Capturados los mercados y economías nacionales por la globalización, las economías periféricas sufren sus efectos en términos de desempleo y aumento de la marginalidad (“el rebusque”). Este contraste entre la opulencia de unos pocos países y la miseria o ínfimo desarrollo de los más pobres, unido a las guerras y violencia que esa situación alimenta y los crecientes impactos en el cambio climático resultado principalmente del desarrollo y demandas de los centros ricos, impulsa de manera creciente la migración de los pobres hacia donde la riqueza se acumula exponencialmente.
Del lado americano, ya no es el océano sino un río el que separa la opulencia norteamericana de una pobreza que se extiende hacia el sur por el continente, con su añadido caribeño. El paso del Tapón del Darién, los marchantes por Centro América, el amontonamiento humano en la frontera mejicana son los escenarios dramáticos donde se hace visible esta búsqueda por salir de la pobreza, de amenazas a la vida y de exclusión.

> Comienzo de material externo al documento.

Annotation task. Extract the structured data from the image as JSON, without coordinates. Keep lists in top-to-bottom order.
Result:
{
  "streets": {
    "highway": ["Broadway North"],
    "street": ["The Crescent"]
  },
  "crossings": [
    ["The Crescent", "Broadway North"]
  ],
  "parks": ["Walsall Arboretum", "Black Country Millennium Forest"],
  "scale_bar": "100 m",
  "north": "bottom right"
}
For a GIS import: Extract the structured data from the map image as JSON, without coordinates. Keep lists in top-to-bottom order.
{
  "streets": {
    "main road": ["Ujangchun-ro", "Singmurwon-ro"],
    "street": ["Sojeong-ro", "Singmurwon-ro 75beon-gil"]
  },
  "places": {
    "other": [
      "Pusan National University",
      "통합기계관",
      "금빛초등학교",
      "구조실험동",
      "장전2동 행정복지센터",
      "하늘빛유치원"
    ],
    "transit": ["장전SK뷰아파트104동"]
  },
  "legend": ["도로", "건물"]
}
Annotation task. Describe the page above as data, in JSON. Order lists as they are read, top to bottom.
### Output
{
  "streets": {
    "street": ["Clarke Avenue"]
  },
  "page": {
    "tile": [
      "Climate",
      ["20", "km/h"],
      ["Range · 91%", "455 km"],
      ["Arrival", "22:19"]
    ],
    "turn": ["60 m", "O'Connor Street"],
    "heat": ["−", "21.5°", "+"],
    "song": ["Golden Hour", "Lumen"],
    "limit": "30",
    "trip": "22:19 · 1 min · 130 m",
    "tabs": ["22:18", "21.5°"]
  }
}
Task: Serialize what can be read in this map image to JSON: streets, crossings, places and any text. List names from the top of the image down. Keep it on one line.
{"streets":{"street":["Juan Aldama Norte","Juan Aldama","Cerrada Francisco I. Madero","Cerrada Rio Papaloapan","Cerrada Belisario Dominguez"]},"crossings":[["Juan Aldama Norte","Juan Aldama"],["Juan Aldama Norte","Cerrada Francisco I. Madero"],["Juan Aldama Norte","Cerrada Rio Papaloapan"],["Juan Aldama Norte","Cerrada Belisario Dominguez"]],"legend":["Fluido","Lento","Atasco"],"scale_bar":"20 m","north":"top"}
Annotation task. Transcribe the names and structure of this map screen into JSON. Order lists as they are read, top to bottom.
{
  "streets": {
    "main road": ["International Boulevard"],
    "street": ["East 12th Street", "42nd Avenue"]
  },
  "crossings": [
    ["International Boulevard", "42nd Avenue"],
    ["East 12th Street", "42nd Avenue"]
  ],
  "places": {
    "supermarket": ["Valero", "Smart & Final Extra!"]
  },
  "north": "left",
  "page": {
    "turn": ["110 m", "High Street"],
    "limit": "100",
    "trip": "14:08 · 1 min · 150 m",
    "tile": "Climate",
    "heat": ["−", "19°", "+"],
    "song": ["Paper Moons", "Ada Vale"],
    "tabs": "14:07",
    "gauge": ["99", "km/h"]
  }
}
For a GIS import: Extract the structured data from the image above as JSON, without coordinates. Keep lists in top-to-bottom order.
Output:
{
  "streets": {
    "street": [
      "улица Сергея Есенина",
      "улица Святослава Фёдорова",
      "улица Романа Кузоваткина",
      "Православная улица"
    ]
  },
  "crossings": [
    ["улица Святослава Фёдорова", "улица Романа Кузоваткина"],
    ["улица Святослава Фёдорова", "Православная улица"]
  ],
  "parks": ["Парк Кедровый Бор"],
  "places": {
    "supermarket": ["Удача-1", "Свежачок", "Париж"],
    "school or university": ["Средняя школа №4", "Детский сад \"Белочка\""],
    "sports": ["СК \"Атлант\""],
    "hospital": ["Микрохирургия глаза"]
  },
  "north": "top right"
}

Son personas víctimas de la desaparición de las fronteras económicas y del incremento de los intercambios comerciales y financieros entre países cuyos linderos se diluyen, integrándose sus territorios donde circulan libremente bienes y servicios, capitales y empresas, conocimiento y tecnología. Circulación libre de todo salvo de las personas y su capacidad de trabajar, de ganarse dignamente la vida y de aportar como productores y consumidores a esa economía sin límites, de la cual está excluida. Las mueve la fuerza de la necesidad, de subsistir, de soñar en un futuro mejor o al menos diferente al que les ofrece su triste y cerrado presente. Con su aventura expresan que no renuncian a una mejor vida a la cual como personas, tienen derecho; que en sus países desapareció la posibilidad de tener ese sueño, países donde los sueños murieron.
Mientras subsista y se profundice la brecha entre el desarrollo y la opulencia de los unos y la pobreza y carencia de tantos, no habrá muros ni represión que contenga los flujos migratorios de los excluidos. Solo el desarrollo de los países expulsores de esas poblaciones, no con simples acciones humanitarias, paliativos que nada solucionan, permitirá que millones no tengan que salir de ellos huyendo de un futuro sin esperanza; desarrollo que les permita construirlo en sus países, entre los suyos y con los suyos.
Ya es hora de que los ideales que dieron origen al sistema internacional después de la Segunda Guerra Mundial con el sistema de Naciones Unidas y el Banco Mundial de impulsar el desarrollo económico de las excolonias y de América Latina y el Caribe, para evitar en ese momento que fueran atraídas a la órbita soviética, en plena “guerra fría” en un mundo bipolar entre la Rusia socialista y los Estados Unidos, el socialismo real y el mundo capitalista y liberal. Urge retomar propósitos de entonces que conservan su validez, entre el mundo de la prosperidad, la riqueza y las posibilidades, y el de los millones excluidos, pobres cuando no dramáticamente hambrientos, despojados de sus posibilidades de futuro, abandonados a su suerte con la única esperanza de recibir las migajas que caen de la mesa del rico Epulón. La tarea impostergable en este mundo resquebrajado y vulnerable es nivelar la cancha para garantizar un equilibrio básico en la generación y distribución de una riqueza sin la cual ni la vida social ni la natural tienen asegurado su futuro. Es cuestión de equidad y de justicia, pero también de simple supervivencia.